The Georgia Institute of Technology dedicated a new building Oct. 24 that rewrites the rules for sustainability in the Southeast.
In fact, The Kendeda Building for Innovative Sustainable Design isn’t really sustainable at all; more accurately, the newest building on the Atlanta campus is regenerative. And it has reimagined from the ground up what a campus building can be.
“The time for doing less harm is gone,” said Shan Arora, director of The Kendeda Building. “We need to have buildings that provide more than they take.”
That broad guiding principle has produced a building that will, each year, generate more on-site electricity than it consumes and collect and harvest more water than it uses. During construction, the building diverted more waste from landfills than it sent to them.
“The Kendeda Building is an incredible and beautiful example of sustainable design, integration with nature, human inclusion and well-being. It is the most sustainable building of its kind in the Southeast,” said Georgia Tech President Ángel Cabrera. “Thanks to our partnership with the Kendeda Fund, it will inspire architects, civil engineers, business and policy leaders for generations to come.”
In 2015, The Kendeda Fund committed $25 million for Georgia Tech to design and build a living building on campus in an effort prove a regenerative building was practical even in the Southeast’s heat and humidity. An additional $5 million will support programming activities once the building is certified.
The Kendeda Building is the first academic and research building in the Southeast designed to be certified as a living building by the International Living Future Institute. Over the next 12 months, it will have to prove its bona fides to earn Living Building Challenge 3.1 certification, delivering on its promise to be self-sufficient, healthy, and beautiful while connecting people to light, air, food, nature, and community.
“The dedication of The Kendeda Building represents the culmination of many years of planning and partnership. We are humbled to see the vision come to life, and we hope it can be a model for change across the Southeast,” said Dena Kimball, executive director of The Kendeda Fund. “But the official opening of the building is the starting point, not the finish line. Now the real work begins, as Georgia Tech embraces the goals of the Living Building Challenge and demonstrates what’s required to operate a building that gives more than it takes and creates a positive impact on the human and natural systems that surround it.”
One of the first steps in that effort is getting the on-site water treatment system certified by state environmental regulators. It will be the first rainwater-to-drinking-water system in a commercial building in this part of the country. Arora said that means the project is breaking more new ground for the Georgia Environmental Protection Division.
“We are teaching and learning together, the regulator and the regulated,” he said.
The Kendeda Building will host several events in the fall and then open fully in the spring for classes, when it becomes a living, learning laboratory for education and research.
“Really, the best is yet to come. Our goal is to host as many large and required courses from across campus to give our students access to a building that actually teaches us all something,” said Michael Gamble, associate professor and director of Graduate Studies in the School of Architecture. “It’s not just for those students interested in sustainability as a career.

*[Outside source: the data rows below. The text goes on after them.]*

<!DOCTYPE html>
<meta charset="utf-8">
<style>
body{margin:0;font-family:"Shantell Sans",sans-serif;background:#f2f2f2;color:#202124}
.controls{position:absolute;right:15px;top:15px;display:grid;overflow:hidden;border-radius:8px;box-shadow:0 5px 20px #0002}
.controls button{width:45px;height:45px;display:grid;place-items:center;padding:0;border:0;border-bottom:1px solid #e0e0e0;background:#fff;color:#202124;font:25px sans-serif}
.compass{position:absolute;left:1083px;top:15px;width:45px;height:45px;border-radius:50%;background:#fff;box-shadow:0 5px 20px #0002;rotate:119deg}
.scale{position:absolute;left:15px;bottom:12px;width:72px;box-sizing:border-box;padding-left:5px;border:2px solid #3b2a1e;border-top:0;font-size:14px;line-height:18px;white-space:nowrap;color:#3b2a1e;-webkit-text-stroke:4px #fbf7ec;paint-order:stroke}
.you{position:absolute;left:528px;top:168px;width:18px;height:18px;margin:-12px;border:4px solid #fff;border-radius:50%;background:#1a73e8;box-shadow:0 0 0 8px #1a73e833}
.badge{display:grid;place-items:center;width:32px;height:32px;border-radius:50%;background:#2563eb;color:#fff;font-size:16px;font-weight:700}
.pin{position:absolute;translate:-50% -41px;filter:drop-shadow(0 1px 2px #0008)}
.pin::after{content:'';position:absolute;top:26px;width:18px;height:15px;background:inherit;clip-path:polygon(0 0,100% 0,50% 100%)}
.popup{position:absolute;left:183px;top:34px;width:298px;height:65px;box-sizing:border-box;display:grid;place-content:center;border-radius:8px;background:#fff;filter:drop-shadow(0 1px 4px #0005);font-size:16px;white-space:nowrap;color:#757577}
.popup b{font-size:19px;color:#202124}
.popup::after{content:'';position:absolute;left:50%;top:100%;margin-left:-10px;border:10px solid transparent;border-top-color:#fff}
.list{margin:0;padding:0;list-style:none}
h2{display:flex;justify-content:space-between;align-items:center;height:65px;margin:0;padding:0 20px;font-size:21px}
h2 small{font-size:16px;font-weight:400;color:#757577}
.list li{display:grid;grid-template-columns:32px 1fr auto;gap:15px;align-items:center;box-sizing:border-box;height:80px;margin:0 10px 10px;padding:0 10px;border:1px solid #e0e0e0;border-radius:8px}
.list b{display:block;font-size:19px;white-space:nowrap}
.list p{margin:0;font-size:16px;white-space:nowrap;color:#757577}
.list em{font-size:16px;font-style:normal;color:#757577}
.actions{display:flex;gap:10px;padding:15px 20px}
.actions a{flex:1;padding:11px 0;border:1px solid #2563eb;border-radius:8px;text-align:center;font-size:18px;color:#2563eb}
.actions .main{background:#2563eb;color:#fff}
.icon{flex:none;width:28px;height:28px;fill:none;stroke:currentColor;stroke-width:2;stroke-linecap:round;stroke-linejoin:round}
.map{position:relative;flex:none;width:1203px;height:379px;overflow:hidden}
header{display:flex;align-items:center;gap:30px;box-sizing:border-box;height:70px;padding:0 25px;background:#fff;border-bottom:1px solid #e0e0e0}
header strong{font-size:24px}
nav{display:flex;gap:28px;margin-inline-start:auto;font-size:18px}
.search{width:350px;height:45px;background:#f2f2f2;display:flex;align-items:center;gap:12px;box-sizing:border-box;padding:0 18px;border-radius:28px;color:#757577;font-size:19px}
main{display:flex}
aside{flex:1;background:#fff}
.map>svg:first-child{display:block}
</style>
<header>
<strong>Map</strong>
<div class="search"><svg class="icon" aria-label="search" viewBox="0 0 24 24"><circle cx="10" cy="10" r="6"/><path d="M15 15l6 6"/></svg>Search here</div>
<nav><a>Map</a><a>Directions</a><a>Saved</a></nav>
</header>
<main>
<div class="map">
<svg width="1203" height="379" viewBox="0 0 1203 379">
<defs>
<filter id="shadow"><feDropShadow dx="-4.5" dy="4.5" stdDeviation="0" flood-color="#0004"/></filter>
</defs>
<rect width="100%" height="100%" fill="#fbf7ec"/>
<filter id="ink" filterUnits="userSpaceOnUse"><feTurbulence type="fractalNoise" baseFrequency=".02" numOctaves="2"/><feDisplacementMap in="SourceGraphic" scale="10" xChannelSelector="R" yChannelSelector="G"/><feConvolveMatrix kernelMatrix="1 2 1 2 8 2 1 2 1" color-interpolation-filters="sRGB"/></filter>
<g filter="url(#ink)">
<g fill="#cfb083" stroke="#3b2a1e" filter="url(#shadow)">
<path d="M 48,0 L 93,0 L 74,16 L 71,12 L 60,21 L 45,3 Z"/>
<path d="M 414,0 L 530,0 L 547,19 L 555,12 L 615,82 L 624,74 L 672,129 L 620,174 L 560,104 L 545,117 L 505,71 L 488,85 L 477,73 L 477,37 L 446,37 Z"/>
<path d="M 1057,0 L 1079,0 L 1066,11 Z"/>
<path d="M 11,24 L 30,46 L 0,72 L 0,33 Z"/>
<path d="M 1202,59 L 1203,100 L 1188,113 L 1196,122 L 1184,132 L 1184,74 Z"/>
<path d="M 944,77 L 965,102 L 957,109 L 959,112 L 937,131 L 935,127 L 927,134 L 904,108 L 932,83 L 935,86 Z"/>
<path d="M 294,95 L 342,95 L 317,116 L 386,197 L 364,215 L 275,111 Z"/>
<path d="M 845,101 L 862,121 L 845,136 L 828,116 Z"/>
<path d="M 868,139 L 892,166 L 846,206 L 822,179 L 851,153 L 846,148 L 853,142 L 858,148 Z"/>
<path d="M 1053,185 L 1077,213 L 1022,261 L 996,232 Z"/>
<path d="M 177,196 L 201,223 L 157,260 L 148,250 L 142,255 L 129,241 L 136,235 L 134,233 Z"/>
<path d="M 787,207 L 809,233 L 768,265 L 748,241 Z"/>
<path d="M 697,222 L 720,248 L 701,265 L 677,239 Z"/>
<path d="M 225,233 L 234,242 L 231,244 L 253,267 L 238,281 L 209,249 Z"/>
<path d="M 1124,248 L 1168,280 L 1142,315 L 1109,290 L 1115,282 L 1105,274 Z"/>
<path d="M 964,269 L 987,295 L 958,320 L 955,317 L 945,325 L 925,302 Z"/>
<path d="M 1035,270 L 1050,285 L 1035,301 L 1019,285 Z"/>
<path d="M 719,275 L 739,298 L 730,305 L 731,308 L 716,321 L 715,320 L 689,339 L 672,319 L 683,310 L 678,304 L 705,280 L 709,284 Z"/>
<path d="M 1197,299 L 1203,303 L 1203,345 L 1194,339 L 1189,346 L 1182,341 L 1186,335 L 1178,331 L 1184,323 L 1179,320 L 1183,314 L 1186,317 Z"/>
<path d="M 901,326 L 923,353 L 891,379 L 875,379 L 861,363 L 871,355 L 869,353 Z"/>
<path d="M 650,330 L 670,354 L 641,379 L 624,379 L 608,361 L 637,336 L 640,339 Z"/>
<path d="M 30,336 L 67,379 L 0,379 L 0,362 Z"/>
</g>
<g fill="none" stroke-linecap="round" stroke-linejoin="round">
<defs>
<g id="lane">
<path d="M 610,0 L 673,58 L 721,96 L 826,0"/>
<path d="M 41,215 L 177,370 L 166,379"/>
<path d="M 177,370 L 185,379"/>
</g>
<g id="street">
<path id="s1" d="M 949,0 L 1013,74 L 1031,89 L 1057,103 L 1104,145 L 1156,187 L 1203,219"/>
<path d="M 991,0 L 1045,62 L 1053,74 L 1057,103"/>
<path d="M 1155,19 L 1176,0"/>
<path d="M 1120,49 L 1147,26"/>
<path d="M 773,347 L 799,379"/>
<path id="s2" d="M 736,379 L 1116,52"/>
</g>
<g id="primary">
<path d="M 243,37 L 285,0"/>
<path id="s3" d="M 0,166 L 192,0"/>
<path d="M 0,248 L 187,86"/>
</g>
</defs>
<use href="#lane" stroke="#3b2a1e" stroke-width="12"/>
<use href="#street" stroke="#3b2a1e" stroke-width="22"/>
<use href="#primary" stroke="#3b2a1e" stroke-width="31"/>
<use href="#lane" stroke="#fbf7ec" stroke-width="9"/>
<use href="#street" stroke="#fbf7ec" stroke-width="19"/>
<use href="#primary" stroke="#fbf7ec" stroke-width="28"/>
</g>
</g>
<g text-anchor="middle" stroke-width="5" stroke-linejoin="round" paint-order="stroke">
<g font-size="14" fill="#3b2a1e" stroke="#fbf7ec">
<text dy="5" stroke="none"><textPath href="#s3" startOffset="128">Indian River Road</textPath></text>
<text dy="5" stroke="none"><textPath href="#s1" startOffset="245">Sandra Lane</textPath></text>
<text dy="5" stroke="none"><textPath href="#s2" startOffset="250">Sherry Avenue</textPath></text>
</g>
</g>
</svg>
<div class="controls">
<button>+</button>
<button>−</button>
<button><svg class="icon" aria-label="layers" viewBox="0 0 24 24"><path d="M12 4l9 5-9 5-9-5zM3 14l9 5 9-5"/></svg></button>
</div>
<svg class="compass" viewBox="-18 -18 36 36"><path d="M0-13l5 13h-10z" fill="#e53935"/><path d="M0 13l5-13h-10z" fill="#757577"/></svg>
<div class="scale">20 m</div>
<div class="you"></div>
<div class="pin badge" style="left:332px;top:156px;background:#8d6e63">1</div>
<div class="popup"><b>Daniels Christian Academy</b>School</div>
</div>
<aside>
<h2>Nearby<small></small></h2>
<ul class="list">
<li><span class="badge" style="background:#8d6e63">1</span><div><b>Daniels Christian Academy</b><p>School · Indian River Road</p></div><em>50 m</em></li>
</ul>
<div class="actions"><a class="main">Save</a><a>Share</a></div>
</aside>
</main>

For example, next semester, calculus will be taught in The Kendeda Building.”
Gamble helped lead efforts to embed the concepts of the Living Building Challenge more broadly in the Georgia Tech curriculum, including a series of pilot projects that helped explore the challenge’s requirements. Gamble also led a series of architecture design studios focused on mass timber technology like that used in the building.
“The pilot project program should be a part of every capital project on campus — we’ve learned more and made more connections than we ever thought we would,” Gamble said.
Likewise, Arora said the project team — general contractor Skanska and architects Lord Aeck Sargent and The Miller Hull Partnership — found new sources of materials and created ways of working that now will ripple out to other projects.
“Once you learn how to build and operate a living building, you can’t unlearn it,” Arora said. “Through this process, we’re creating the local supply chain, the workforce, and the best practices for other buildings in the region to use living building elements.”